The management and market impacts of drought in Oklahoma are intensifying rapidly. The situation in Oklahoma is becoming a bit more regional in nature as much of the eastern one-third of Oklahoma has received some very timely moisture in the past few days. Though these rains do not eliminate drought concerns in that region, they provide some immediate relief and significantly expand management options for producers. However, the western two-thirds of Oklahoma remain exceptionally dry and management options are increasingly limited.

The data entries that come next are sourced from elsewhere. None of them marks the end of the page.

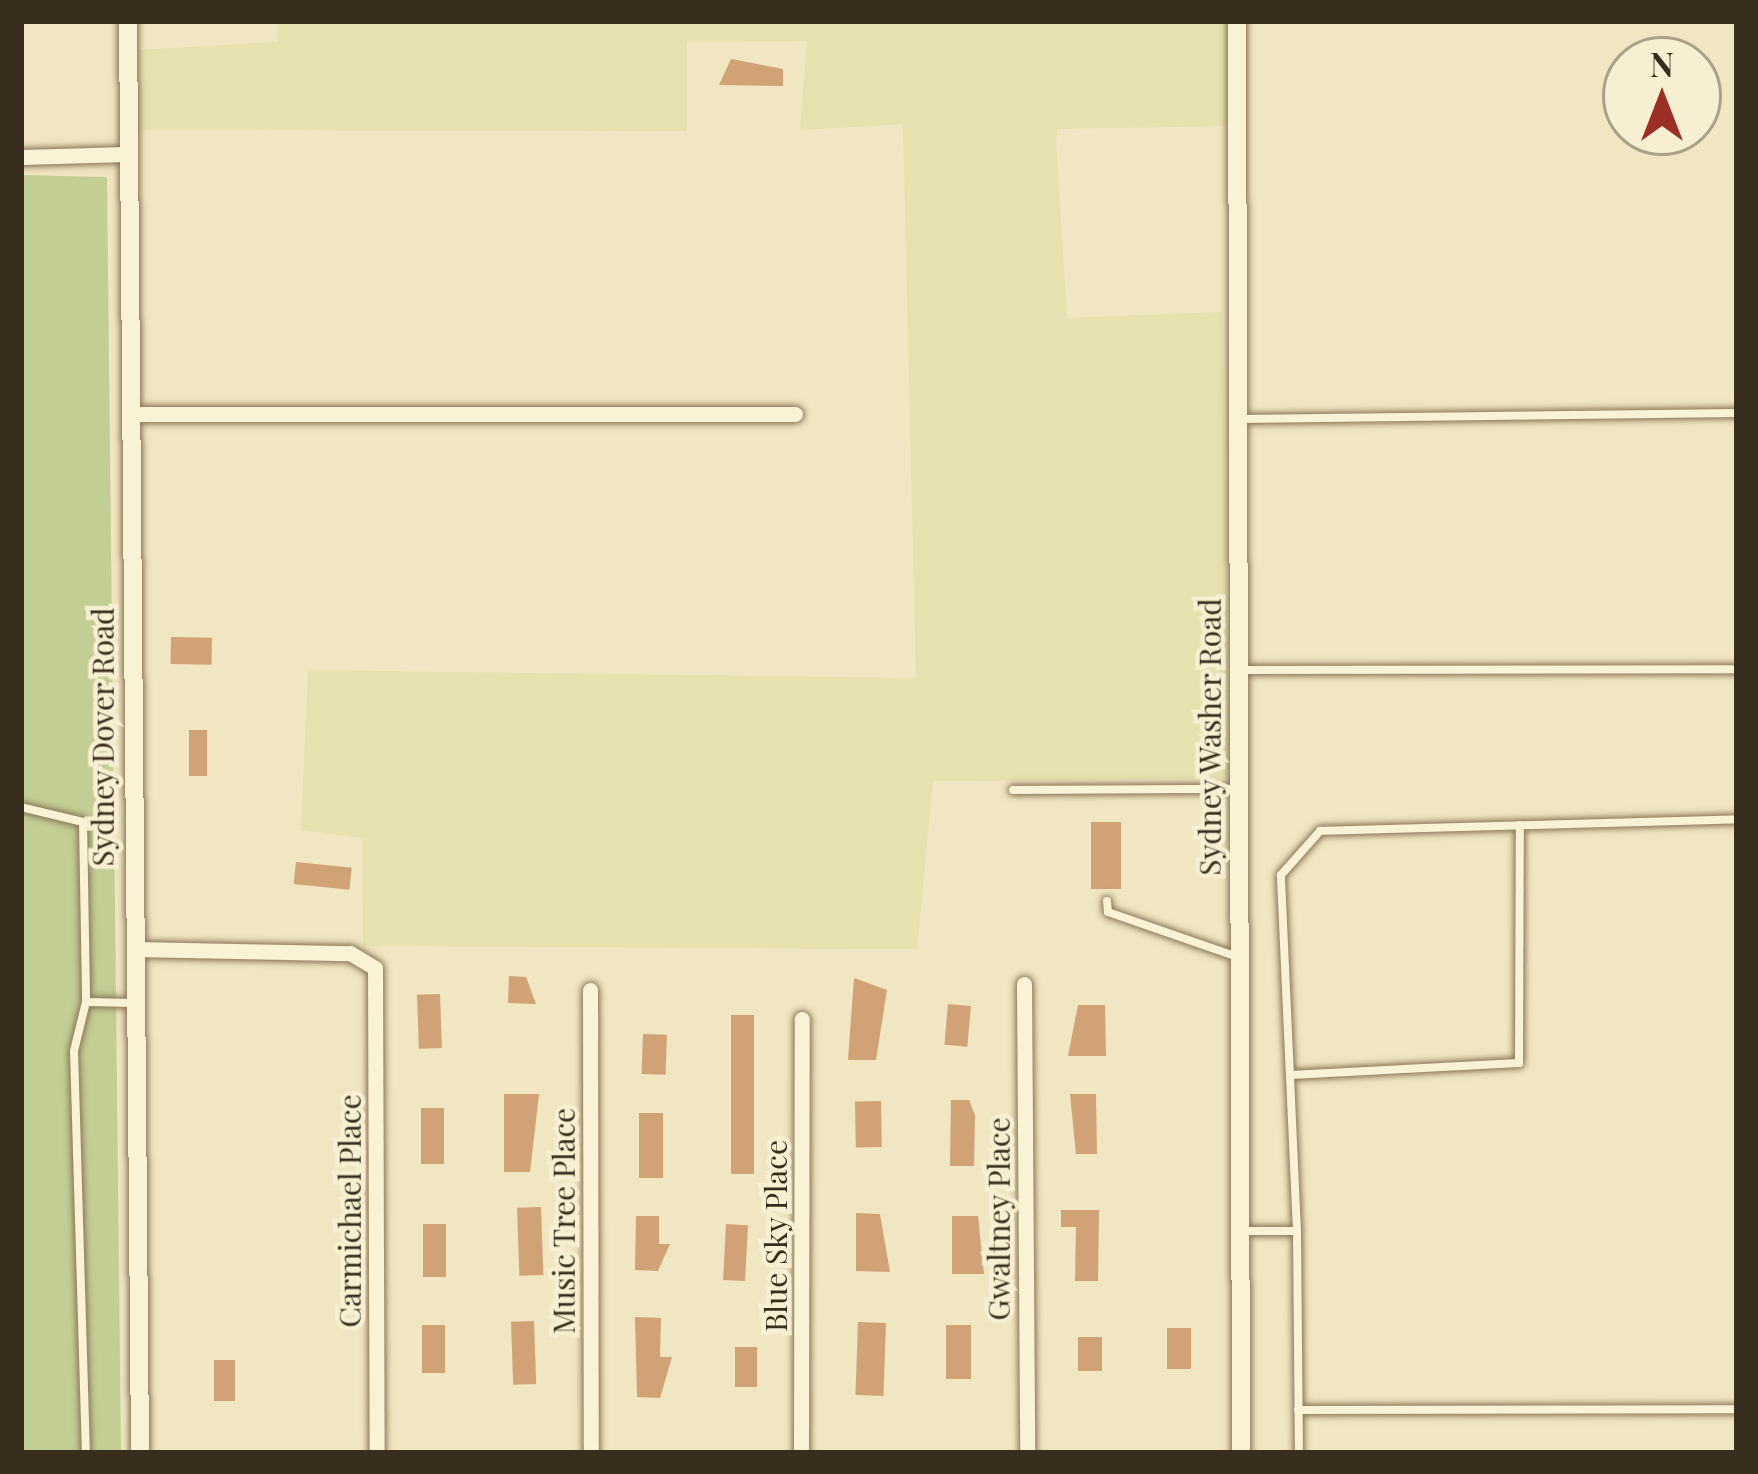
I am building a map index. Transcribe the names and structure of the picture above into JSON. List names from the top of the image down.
{
  "streets": {
    "street": [
      "Sydney Dover Road",
      "Sydney Washer Road",
      "Carmichael Place",
      "Gwaltney Place",
      "Music Tree Place",
      "Blue Sky Place"
    ]
  },
  "crossings": [
    ["Sydney Dover Road", "Carmichael Place"]
  ],
  "north": "top"
}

Significant direct market impacts of the drought are not apparent at this time. Though most cattle prices decreased slightly the past week, it is most likely due to seasonal and broader market impacts than due to drought. Oklahoma auction volumes for cows and bulls are up roughly 22 percent for the year to date, as is beef cow slaughter in the southern plains (up 11 percent in Region 6, which includes Oklahoma and Texas) but it is likely that most of that is due to high prices more than the result of drought forced movement. However, the impending drought impacts may be part of these cow marketing decisions, at least indirectly. While the market impacts of drought may not very significant yet, the impacts could increase dramatically, especially for cow prices, if the drought continues to worsen over the next 30-60 days.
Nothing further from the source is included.